Young people in the electorate of Sydney withdrew $445 million alone, with about 12,907 of the 45,685 people who accessed super early draining their account entirely.
About 30,340 people in the inner west electorate of Reid withdrew $306.7 million, while 28,725 people in the seat of Barton cashed in $292.1 million.
The federal government’s scheme allowed Australians who had lost work to withdraw up to $10,000 two times last year during the pandemic.
AMP Capital’s chief economist Shane Oliver said withdrawing super early was a “trade off” some Australians may have found necessary in order to cover rent or “get by”.
“Particularly if people lost their job or suffered reduced hours, they could use the money to get by ... even if that came at the cost of less savings in retirement,” he said.

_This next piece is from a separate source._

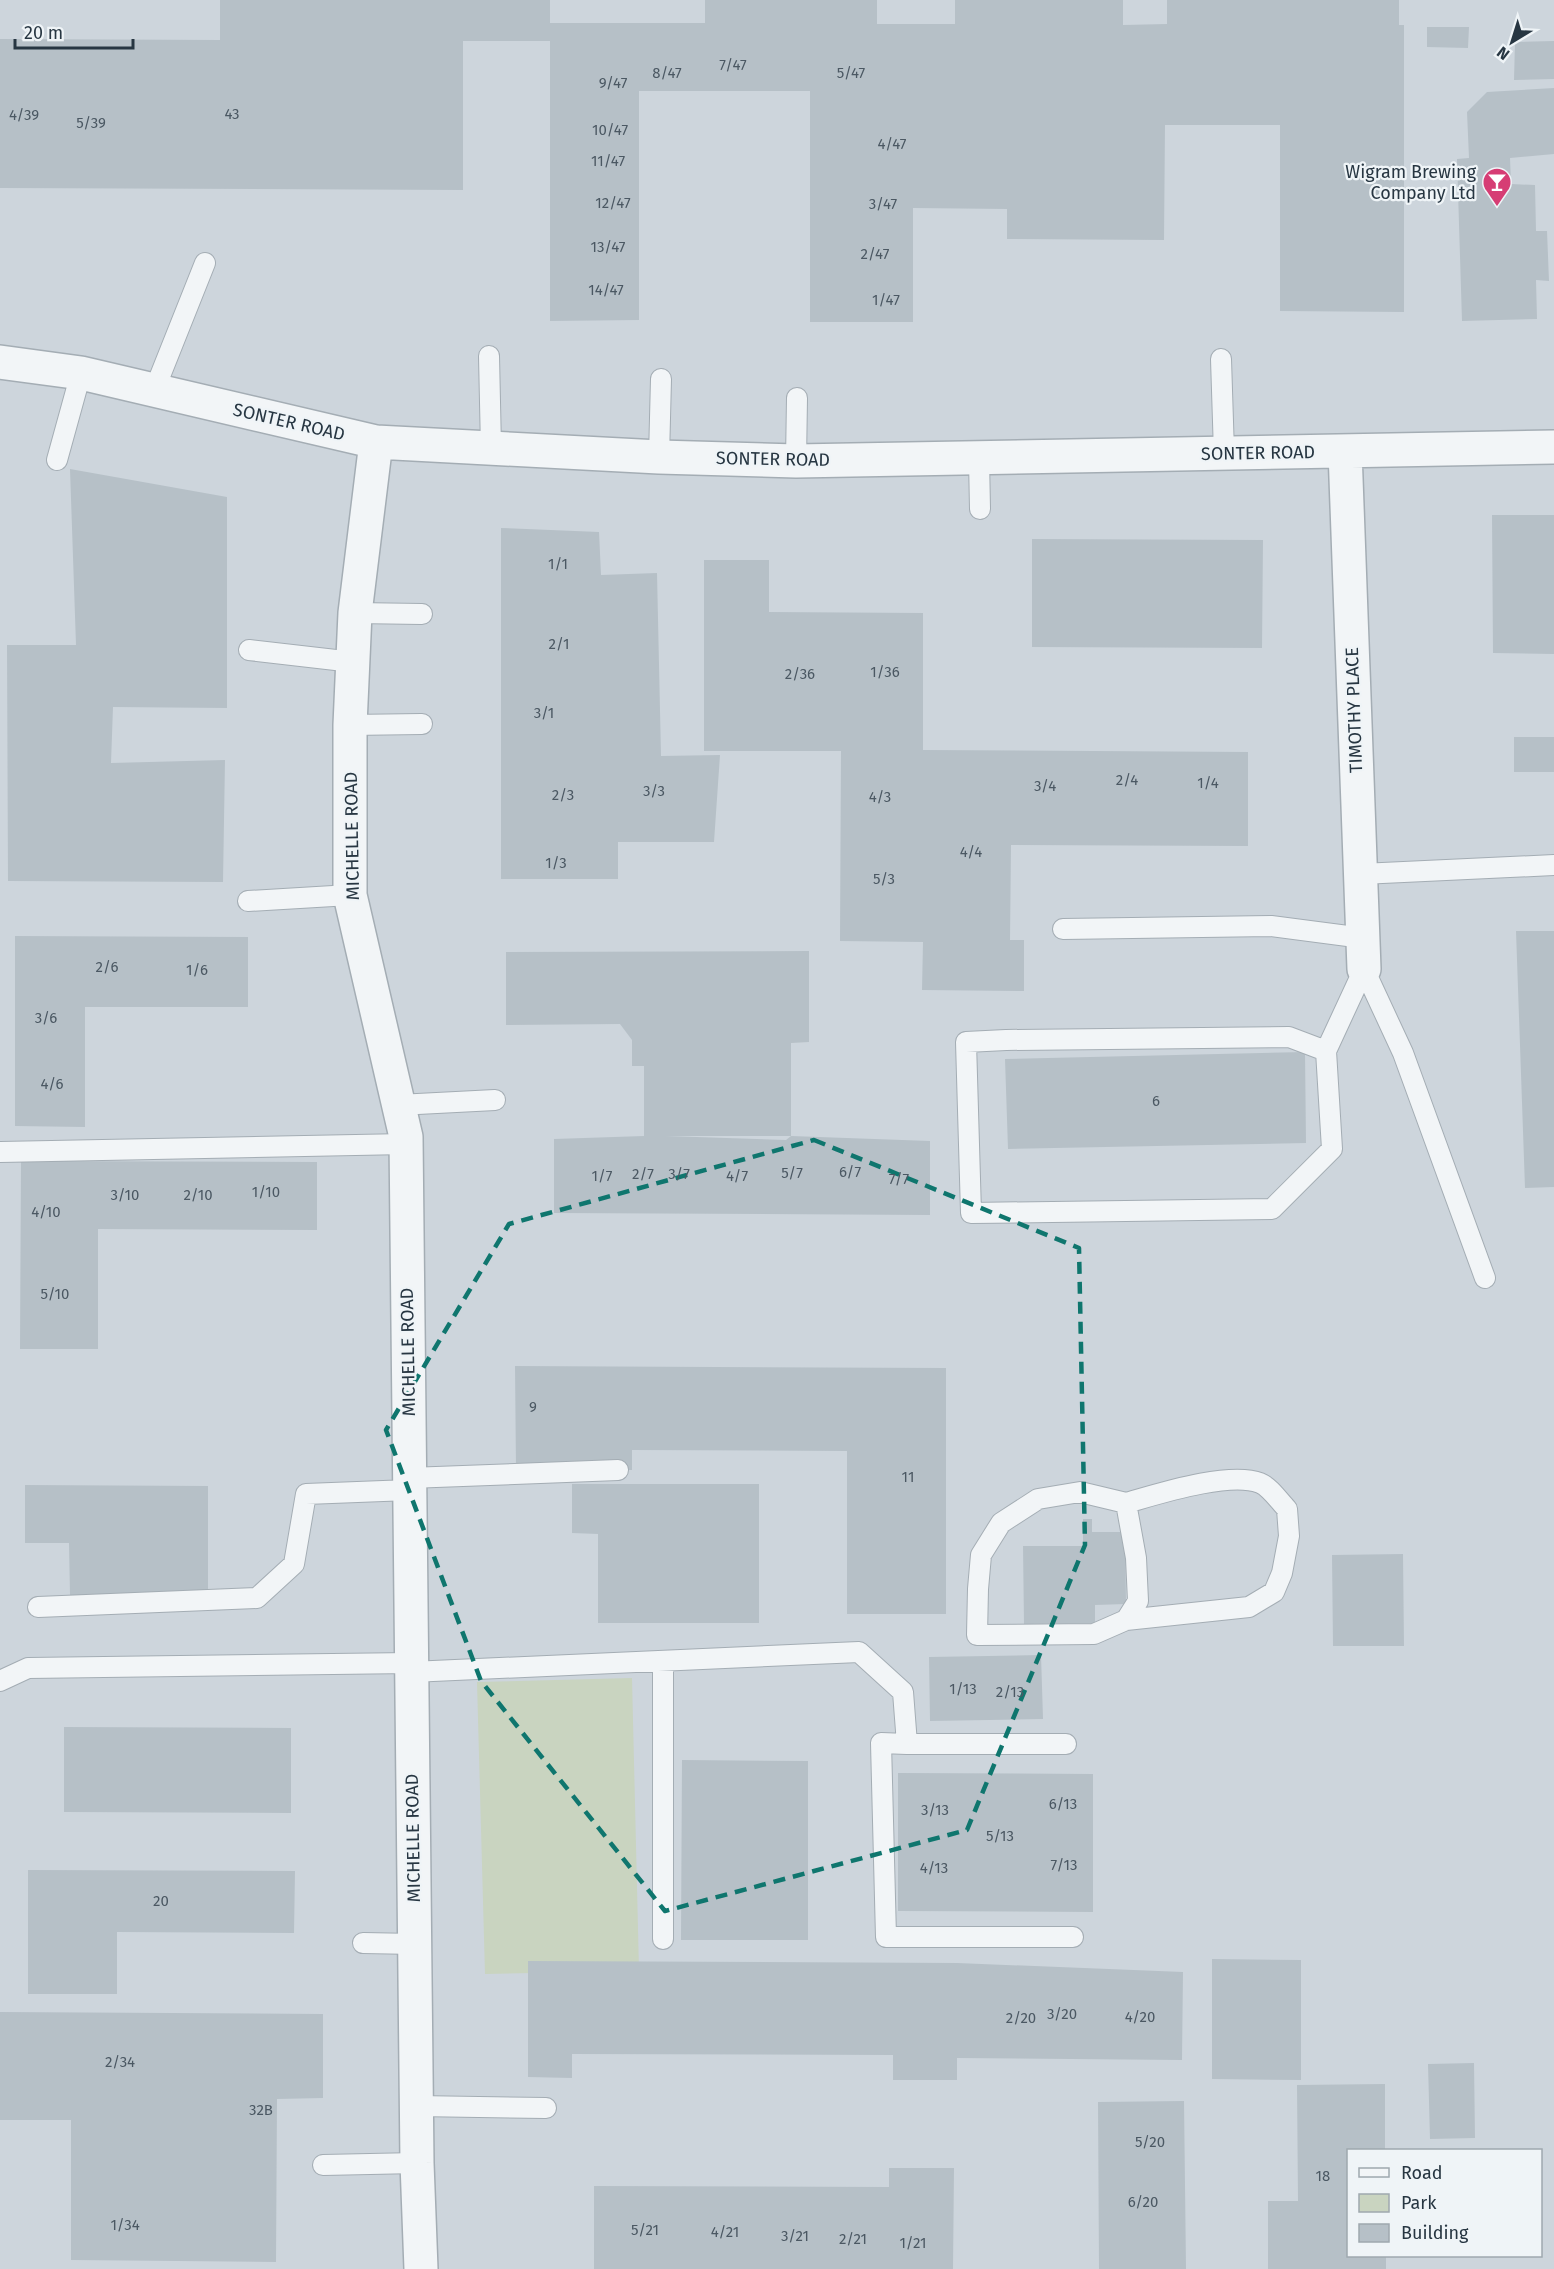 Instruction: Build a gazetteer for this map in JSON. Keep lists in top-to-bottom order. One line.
{"streets":{"street":["SONTER ROAD","TIMOTHY PLACE","MICHELLE ROAD"]},"crossings":[["SONTER ROAD","TIMOTHY PLACE"],["SONTER ROAD","MICHELLE ROAD"]],"places":{"bar":["Wigram Brewing Company Ltd"]},"house_numbers":["7/47","8/47","5/47","9/47","43","4/39","5/39","10/47","4/47","11/47","12/47","3/47","13/47","2/47","14/47","1/47","1/1","2/1","1/36","2/36","3/1","2/4","1/4","3/4","3/3","2/3","4/3","4/4","1/3","5/3","2/6","1/6","3/6","4/6","6","6/7","5/7","2/7","3/7","1/7","4/7","7/7","1/10","3/10","2/10","4/10","5/10","9","11","1/13","2/13","6/13","3/13","5/13","7/13","4/13","20","3/20","4/20","2/20","2/34","32B","5/20","18","6/20","1/34","5/21","4/21","3/21","2/21","1/21"],"legend":["Road","Park","Building"],"scale_bar":"20 m","north":"bottom left"}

He said the total value of money withdrawn in NSW was about 2 per cent of the state’s economy, which would have helped cushion the financial blow of the pandemic.
“If people have come through the year in a position to start rebuilding their savings, it’s necessarily not a bad outcome … particularly if it’s meant they have not had to sell the house.”
But Industry Super Australia chief executive Bernie Dean said draining retirement funds was a bad idea.
“Busting into super early comes at a steep cost for the individual and future taxpayers, as a society we shouldn’t be demanding our young people pay the price yet again,” he said.